The results are identical. Shifting the data and testing against zero is mathematically equivalent to testing the original data against the hypothesized value directly. The shifting trick works because subtracting a constant from every observation shifts the mean by that constant but doesn't change the standard deviation or sample size.

e) In your own words, explain the connection between "computing a sample mean and testing whether it equals zero" and "fitting a linear model and testing whether the intercept equals zero." Why is this connection useful for Part 4?

Computing a sample mean *is* fitting a linear model — specifically, the intercept-only model $\hat{y} = b$, where the best $b$ is $\bar{y}$. Testing whether the mean equals zero is the same as testing $H_0: \beta_0 = 0$ in this model.
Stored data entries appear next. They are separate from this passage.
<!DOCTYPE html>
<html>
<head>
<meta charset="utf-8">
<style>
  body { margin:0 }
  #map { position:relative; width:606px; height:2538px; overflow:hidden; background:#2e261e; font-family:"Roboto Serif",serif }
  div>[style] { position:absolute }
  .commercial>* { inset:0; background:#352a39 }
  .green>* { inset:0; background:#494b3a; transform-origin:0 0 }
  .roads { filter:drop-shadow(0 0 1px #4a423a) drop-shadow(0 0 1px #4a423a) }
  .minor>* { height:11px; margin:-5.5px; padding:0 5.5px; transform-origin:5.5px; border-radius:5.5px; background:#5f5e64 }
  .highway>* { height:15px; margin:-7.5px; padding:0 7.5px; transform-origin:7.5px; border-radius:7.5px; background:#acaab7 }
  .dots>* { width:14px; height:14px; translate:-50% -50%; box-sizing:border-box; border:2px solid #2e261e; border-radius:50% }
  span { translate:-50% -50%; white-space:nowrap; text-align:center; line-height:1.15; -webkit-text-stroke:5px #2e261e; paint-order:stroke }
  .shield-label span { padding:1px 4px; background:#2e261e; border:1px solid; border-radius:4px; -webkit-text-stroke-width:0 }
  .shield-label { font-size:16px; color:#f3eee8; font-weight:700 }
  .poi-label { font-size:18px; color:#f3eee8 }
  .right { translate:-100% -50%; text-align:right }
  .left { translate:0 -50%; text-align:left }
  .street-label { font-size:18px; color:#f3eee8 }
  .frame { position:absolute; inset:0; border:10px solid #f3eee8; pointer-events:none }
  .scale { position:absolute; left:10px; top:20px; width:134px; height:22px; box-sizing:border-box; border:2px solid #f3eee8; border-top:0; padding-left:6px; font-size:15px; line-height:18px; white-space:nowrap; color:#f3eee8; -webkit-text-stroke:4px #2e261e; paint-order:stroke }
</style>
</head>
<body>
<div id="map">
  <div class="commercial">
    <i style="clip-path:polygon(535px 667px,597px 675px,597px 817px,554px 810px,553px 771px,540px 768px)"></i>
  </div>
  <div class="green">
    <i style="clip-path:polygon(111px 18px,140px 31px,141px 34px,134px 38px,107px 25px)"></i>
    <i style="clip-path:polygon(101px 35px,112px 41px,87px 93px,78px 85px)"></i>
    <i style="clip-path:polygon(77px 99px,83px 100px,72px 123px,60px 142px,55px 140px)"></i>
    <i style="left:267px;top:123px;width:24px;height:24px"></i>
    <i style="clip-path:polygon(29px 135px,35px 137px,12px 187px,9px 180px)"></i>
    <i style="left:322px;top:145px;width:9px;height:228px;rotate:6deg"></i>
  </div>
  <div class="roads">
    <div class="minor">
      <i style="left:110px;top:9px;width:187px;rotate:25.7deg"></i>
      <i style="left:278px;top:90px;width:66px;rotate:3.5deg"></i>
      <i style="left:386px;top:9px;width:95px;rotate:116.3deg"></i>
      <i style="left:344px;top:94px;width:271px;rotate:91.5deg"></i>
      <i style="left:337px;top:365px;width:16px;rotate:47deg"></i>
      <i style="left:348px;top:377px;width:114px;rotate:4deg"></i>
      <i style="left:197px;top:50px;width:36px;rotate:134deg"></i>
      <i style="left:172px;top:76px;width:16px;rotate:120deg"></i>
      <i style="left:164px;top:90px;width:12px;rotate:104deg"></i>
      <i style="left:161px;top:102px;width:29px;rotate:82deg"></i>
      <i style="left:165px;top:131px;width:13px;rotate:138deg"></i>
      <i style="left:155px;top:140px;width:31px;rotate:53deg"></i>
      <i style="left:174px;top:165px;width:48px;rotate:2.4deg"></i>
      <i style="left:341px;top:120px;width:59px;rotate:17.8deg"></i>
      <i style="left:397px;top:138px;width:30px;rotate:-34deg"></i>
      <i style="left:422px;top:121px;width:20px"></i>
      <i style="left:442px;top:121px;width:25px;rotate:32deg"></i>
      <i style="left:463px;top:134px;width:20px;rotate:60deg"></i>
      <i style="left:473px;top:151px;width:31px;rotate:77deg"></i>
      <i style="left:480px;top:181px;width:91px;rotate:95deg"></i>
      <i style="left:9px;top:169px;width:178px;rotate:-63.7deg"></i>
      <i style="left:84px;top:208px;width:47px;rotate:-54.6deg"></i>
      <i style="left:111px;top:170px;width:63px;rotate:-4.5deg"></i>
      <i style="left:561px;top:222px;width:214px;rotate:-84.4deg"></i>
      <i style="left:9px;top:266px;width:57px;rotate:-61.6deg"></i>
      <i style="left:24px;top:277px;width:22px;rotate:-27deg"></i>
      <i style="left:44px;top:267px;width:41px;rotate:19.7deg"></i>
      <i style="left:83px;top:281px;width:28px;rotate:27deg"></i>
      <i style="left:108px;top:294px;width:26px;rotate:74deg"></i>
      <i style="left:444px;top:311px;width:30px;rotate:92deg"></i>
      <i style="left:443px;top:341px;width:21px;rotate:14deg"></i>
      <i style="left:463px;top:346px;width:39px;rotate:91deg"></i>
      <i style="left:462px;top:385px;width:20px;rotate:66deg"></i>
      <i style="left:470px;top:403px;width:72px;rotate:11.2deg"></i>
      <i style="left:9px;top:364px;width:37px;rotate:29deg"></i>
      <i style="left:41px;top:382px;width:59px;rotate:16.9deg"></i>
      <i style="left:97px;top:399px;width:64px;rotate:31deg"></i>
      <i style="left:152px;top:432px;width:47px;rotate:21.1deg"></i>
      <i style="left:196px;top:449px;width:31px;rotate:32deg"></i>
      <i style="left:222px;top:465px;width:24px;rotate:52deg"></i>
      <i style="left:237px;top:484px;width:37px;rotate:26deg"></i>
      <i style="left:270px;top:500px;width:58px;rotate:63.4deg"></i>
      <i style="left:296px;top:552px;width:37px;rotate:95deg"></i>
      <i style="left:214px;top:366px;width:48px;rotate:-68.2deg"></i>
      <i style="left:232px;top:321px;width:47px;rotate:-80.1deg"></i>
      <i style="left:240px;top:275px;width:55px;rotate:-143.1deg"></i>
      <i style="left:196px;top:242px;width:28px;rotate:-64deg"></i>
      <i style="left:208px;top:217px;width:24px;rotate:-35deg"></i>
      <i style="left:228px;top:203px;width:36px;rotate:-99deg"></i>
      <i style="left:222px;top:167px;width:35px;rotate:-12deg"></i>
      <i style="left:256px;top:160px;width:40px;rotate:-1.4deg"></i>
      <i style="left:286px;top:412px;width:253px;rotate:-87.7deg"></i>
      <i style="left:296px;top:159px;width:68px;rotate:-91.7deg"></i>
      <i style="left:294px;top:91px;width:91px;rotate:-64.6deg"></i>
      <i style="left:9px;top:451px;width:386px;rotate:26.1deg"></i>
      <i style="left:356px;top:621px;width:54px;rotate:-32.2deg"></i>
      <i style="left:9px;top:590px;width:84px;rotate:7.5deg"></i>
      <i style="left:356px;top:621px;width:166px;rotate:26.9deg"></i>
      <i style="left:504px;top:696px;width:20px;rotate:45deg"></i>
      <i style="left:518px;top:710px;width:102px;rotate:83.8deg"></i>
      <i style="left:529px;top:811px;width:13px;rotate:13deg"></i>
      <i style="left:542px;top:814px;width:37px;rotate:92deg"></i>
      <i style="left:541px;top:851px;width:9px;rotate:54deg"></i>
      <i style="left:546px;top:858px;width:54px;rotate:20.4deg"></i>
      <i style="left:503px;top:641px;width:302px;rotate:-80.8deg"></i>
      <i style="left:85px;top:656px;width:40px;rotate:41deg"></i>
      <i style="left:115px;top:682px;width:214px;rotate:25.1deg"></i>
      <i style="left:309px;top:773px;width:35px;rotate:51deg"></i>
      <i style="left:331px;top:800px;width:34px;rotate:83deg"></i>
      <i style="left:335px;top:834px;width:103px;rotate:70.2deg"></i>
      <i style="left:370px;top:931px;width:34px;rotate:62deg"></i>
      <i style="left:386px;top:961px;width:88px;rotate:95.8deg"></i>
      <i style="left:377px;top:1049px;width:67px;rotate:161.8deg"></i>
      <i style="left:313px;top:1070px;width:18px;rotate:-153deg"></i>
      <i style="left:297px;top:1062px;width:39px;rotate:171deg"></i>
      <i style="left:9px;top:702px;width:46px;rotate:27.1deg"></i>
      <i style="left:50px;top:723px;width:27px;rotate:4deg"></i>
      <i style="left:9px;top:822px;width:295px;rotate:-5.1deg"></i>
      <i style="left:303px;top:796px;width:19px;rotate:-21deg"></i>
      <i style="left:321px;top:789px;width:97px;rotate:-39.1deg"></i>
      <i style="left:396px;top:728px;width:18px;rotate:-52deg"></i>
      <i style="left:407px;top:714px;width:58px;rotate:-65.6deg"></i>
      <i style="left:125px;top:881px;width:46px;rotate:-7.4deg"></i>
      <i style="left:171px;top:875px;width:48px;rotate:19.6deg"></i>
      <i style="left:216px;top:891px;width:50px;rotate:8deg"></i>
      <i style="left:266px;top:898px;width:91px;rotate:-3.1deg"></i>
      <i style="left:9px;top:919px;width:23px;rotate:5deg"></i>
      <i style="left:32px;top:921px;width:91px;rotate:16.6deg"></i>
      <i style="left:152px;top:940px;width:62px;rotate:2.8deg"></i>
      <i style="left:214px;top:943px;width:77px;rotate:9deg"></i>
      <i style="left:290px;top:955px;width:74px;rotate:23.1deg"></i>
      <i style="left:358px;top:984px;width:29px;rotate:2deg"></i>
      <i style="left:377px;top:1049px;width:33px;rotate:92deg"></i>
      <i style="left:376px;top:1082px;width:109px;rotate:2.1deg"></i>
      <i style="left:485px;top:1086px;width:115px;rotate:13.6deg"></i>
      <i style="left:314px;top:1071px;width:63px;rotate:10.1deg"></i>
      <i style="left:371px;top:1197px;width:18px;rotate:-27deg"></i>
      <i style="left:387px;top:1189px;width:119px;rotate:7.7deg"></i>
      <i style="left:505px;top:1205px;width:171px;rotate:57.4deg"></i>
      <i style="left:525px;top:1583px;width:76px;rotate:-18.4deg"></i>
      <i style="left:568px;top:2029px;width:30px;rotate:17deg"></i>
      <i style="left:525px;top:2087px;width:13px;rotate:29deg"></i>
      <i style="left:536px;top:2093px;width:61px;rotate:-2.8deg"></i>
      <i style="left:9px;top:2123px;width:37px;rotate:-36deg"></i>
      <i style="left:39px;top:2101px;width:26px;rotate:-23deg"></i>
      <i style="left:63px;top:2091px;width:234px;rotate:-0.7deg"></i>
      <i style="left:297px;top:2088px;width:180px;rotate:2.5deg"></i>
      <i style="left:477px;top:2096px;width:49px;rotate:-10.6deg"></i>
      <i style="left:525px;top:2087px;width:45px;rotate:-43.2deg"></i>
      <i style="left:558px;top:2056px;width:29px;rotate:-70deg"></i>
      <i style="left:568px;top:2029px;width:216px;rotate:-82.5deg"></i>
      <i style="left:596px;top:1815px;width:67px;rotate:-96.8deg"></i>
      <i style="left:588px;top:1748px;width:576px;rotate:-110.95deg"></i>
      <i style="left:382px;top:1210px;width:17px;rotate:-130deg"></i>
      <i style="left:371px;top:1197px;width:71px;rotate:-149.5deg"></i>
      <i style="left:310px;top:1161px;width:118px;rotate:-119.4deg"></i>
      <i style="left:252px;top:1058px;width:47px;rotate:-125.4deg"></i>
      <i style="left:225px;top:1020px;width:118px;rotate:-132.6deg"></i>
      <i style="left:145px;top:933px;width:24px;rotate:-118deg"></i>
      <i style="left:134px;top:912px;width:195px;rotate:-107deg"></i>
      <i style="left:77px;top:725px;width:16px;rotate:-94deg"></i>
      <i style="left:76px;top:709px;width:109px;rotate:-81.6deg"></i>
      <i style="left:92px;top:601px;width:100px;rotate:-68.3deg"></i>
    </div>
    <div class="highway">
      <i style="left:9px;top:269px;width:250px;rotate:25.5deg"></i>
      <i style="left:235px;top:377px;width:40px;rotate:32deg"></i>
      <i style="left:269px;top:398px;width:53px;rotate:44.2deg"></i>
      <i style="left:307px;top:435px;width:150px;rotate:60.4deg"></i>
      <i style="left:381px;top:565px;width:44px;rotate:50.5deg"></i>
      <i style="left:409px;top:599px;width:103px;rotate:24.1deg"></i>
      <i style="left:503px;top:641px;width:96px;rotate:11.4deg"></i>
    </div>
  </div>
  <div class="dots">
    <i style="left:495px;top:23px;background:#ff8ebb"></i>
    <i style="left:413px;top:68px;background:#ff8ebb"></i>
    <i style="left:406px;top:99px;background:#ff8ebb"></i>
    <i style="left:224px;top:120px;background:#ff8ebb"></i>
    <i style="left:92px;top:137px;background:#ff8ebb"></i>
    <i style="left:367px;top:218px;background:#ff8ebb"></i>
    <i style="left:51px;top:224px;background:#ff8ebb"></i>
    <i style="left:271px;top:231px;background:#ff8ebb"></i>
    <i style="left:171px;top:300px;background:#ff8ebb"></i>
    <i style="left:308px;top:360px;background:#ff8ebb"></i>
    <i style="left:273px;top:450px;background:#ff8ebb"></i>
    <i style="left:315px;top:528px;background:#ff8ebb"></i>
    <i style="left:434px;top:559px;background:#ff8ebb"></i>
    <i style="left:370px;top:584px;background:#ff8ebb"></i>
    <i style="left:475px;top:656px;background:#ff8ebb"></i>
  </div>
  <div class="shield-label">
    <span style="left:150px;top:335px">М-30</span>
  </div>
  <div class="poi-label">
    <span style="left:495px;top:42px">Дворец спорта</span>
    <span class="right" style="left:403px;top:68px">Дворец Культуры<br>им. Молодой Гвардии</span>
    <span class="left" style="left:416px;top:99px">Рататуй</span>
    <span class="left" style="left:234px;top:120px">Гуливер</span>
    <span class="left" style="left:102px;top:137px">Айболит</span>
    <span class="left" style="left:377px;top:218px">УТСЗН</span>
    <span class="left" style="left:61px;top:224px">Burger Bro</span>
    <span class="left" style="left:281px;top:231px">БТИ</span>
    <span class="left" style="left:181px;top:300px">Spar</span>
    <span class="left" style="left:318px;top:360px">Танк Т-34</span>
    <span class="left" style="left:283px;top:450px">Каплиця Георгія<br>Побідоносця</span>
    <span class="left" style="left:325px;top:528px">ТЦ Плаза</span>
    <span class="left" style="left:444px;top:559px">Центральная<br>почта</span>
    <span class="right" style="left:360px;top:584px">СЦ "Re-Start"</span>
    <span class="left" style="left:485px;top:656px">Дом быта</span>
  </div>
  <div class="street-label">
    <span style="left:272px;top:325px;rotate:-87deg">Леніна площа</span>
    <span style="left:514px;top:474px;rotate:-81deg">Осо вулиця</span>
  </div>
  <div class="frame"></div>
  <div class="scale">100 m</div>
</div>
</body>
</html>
The t-statistic, standard error, and p-value are identical either way.

This connection is useful because it places what we've been doing in a much more general framework. In Part 4, we add a real predictor variable: $\hat{y} = mx + b$. The slope $m$ gets its own sampling distribution, standard error, and p-value — just like $b$ did here. Testing whether $m = 0$ asks whether the predictor helps explain the outcome. The mechanics are the same (t-statistic = estimate / SE, compare to t-distribution), just applied to a richer model.